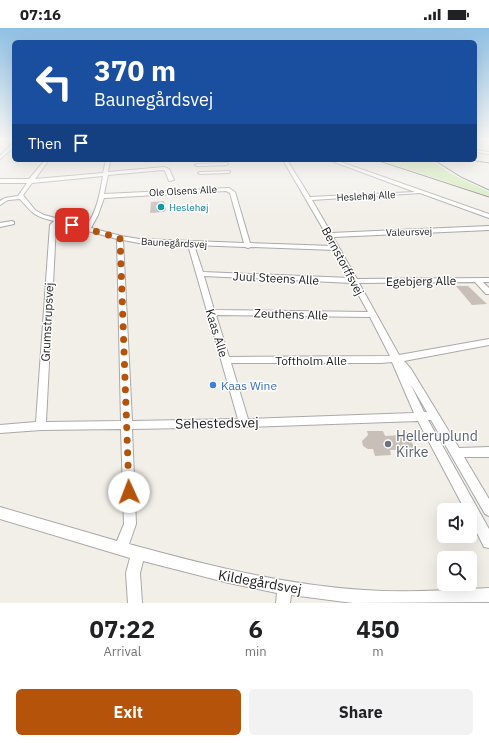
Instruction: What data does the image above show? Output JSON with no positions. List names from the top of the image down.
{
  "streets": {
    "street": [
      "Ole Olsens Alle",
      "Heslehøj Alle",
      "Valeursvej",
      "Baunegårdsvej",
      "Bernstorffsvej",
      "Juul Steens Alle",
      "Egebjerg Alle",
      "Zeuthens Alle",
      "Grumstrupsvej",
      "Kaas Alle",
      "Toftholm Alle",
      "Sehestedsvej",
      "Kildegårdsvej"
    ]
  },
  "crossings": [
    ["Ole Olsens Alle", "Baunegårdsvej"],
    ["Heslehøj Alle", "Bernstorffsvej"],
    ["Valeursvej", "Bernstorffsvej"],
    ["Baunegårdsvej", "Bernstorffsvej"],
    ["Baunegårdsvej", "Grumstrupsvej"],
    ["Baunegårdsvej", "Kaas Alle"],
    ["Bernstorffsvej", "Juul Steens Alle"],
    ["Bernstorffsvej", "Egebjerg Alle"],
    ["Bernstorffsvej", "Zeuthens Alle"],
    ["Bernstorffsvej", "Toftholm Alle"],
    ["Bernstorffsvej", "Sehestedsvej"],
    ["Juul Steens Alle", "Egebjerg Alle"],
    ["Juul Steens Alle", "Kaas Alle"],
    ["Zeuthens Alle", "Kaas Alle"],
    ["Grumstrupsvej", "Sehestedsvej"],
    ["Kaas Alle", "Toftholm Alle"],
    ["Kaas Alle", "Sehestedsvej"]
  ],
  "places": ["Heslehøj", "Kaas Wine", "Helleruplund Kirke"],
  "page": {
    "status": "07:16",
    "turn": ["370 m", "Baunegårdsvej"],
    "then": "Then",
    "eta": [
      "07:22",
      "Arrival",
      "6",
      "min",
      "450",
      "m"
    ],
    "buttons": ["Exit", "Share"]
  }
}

--

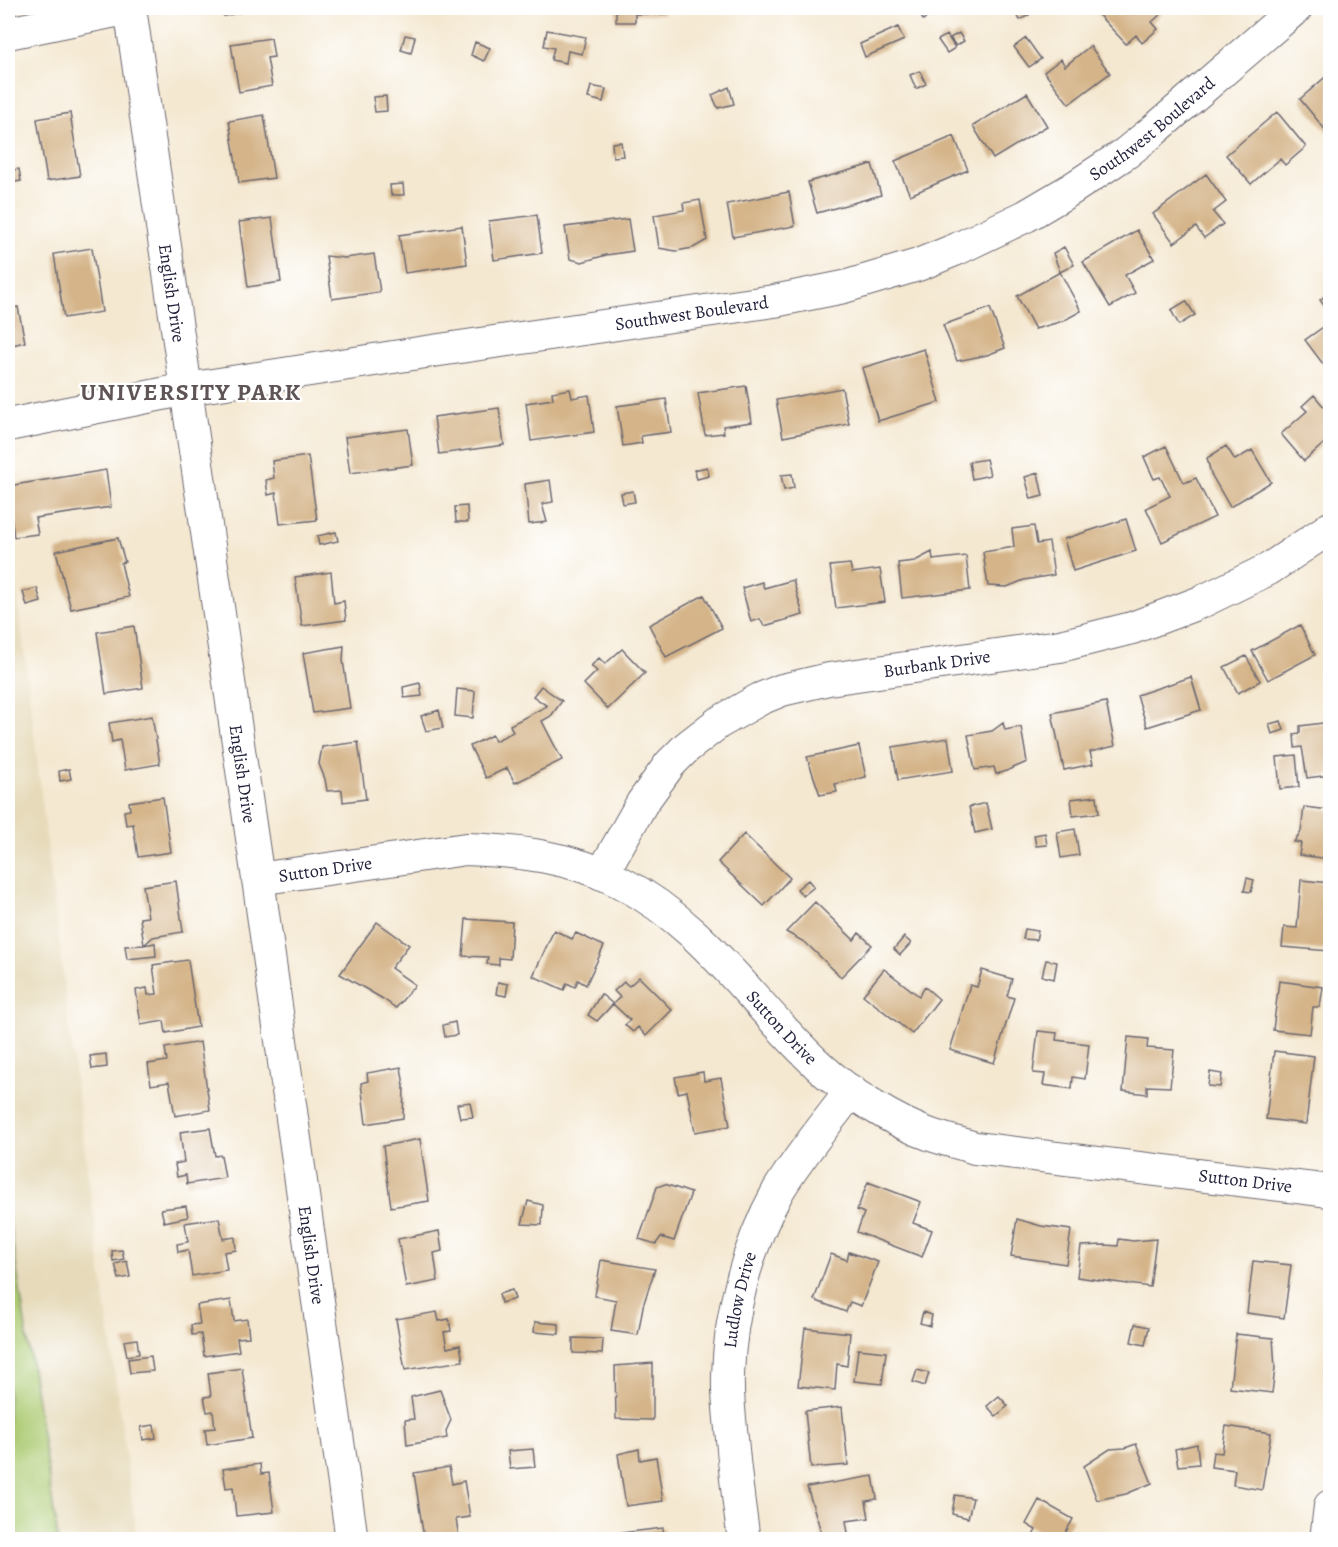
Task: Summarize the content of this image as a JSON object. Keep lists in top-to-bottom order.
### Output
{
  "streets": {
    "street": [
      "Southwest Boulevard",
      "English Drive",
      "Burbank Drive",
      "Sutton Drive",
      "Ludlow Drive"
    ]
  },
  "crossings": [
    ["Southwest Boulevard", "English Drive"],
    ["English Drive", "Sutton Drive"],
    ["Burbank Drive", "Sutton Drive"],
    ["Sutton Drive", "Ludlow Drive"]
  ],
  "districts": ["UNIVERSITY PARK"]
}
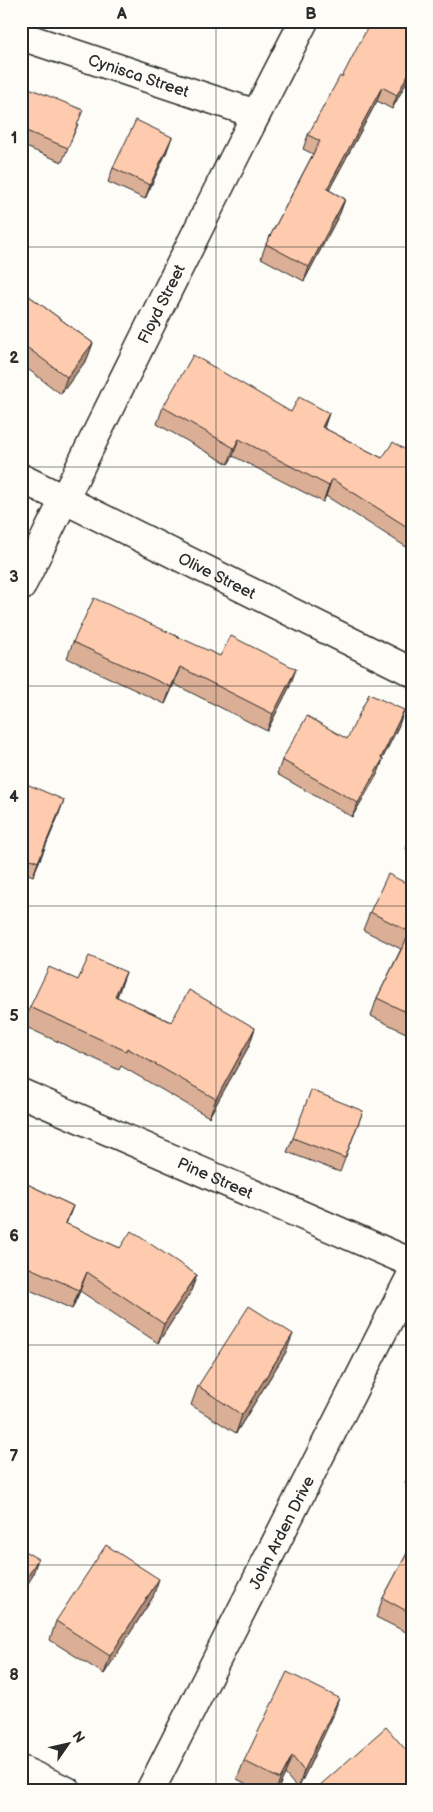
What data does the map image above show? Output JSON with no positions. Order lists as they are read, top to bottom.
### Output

**YOUR ASSIGNMENT:** Find each line holding the string "bottom" in the listing above, then copy it.

**RESPONSE BOX:**
Task: Summarize the content of this image as a JSON object. Keep lists in top-to-bottom order.
What data does the map image above show? Output JSON with no positions. Order lists as they are read, top to bottom.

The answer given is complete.